§ **EXERCISE DATA**:
== Segment start ==

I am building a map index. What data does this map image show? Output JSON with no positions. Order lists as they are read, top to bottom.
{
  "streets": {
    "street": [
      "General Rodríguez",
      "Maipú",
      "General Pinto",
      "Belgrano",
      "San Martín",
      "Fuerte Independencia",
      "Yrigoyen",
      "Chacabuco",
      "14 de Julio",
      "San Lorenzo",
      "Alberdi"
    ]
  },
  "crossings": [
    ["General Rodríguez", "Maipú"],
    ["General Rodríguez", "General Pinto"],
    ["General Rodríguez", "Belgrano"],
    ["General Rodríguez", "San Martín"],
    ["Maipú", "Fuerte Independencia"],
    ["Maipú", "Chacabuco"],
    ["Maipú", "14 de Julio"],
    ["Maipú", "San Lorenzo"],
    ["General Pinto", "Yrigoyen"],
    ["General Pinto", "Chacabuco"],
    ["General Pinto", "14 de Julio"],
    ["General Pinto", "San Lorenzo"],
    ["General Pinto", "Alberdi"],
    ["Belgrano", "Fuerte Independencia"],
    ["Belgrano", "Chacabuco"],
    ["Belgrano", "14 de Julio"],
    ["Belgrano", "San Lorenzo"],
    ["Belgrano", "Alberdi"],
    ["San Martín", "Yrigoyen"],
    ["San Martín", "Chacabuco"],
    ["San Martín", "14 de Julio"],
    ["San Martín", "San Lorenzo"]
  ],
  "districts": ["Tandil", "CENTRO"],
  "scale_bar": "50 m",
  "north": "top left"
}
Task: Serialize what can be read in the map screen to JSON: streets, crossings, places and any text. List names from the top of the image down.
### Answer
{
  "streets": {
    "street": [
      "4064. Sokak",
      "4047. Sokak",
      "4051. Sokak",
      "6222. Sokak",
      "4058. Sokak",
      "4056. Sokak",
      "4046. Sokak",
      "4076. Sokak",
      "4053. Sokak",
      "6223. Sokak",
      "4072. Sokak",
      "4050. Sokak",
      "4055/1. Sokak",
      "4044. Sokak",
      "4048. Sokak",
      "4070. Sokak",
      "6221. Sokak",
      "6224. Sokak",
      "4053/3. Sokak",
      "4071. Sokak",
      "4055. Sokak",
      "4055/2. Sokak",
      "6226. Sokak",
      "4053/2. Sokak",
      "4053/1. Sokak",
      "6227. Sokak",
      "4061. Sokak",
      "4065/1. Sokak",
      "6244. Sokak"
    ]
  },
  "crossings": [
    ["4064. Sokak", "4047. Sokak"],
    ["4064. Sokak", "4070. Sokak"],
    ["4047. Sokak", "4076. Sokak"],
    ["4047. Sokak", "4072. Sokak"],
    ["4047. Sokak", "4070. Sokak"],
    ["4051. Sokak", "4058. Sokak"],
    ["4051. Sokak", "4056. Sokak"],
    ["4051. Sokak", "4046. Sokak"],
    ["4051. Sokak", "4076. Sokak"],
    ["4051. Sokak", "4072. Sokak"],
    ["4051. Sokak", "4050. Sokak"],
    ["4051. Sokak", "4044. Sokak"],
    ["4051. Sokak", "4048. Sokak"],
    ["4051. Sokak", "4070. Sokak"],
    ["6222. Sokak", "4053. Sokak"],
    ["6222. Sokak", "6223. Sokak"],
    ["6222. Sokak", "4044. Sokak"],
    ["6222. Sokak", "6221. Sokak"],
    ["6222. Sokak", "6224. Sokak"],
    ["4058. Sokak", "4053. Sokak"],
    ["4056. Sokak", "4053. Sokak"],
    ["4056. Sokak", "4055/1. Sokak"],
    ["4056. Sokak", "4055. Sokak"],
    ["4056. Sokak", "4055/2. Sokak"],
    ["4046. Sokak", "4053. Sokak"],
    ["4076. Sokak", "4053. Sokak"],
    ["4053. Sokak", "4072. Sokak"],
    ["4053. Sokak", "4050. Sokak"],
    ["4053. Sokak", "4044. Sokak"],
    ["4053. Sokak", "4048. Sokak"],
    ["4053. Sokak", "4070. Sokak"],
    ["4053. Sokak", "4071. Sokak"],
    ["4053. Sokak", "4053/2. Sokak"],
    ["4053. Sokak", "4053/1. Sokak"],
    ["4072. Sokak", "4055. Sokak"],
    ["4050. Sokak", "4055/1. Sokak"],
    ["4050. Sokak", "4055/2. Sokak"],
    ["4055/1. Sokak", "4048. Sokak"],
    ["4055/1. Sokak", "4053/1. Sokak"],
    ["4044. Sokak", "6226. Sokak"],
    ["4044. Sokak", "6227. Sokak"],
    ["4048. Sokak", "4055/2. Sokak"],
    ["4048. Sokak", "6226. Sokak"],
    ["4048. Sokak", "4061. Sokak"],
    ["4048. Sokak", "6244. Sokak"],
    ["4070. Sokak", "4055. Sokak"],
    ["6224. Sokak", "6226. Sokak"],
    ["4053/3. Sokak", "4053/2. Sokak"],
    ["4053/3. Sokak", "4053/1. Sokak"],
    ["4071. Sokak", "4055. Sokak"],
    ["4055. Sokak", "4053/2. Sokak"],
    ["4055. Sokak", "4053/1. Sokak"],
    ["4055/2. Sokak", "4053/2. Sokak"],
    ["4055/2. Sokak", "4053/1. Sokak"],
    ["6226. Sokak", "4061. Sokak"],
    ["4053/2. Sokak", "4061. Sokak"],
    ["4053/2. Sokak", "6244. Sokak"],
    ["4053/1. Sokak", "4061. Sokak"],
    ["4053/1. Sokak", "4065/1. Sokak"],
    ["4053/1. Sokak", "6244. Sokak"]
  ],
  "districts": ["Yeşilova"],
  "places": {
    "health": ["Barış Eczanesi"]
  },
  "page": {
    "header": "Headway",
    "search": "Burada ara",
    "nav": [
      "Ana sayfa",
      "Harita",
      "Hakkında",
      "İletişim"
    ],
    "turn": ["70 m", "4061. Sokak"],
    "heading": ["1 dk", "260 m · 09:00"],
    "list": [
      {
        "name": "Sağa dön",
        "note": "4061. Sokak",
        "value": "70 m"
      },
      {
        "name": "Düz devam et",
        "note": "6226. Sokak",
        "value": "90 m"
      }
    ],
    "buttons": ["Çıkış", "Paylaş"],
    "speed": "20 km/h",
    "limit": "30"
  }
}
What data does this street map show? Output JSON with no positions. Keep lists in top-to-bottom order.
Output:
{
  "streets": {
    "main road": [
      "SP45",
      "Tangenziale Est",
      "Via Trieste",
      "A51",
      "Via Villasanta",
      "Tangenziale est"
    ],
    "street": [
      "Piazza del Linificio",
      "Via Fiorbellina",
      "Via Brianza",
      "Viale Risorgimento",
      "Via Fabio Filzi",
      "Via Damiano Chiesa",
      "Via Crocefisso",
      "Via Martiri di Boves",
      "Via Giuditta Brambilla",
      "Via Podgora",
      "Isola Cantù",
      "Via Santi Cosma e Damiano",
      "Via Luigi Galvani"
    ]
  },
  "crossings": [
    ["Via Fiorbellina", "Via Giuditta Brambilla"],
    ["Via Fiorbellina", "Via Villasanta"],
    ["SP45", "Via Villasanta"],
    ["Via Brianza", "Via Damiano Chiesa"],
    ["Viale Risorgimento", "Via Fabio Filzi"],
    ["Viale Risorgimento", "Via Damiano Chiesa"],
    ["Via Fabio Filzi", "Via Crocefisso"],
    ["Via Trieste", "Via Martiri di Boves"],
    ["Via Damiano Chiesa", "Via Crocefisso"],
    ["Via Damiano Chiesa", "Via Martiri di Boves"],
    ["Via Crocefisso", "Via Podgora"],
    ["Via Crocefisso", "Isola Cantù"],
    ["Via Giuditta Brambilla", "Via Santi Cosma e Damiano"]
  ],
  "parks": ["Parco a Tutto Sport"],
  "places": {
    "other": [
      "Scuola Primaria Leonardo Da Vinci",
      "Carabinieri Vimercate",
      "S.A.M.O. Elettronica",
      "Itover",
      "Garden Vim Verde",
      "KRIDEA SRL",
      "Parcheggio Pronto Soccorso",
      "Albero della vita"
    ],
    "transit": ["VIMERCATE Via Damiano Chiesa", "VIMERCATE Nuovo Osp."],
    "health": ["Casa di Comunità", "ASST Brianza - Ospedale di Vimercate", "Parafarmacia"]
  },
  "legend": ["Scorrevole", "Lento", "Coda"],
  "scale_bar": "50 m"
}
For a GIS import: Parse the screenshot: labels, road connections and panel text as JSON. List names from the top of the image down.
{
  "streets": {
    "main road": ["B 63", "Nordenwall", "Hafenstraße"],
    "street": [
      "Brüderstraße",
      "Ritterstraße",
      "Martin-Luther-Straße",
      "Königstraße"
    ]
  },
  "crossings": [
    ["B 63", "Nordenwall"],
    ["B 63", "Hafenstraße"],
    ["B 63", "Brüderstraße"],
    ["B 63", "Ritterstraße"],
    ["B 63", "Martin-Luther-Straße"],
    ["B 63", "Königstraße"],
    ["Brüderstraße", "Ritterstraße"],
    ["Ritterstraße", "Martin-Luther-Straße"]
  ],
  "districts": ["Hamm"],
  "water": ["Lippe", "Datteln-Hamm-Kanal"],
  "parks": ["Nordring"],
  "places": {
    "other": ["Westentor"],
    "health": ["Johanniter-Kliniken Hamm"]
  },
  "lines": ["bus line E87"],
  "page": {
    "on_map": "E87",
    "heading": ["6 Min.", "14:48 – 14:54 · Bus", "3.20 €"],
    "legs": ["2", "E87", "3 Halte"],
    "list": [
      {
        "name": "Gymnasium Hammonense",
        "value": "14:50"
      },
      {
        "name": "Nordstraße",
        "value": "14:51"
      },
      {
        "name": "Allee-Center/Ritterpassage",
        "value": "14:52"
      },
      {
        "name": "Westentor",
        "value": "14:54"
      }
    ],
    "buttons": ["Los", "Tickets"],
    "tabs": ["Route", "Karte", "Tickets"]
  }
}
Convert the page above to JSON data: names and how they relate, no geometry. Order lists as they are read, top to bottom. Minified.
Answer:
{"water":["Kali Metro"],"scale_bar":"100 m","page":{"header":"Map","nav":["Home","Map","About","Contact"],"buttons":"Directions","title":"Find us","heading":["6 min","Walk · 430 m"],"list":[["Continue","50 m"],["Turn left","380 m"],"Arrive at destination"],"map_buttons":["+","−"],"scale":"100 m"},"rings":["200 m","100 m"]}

== Segment end ==

§ **PROBLEM TO WORK ON**:
Your answer should be a single number: the count of lines in the data that include the word "Boves".

§ **EXERCISE OUTPUT**:
3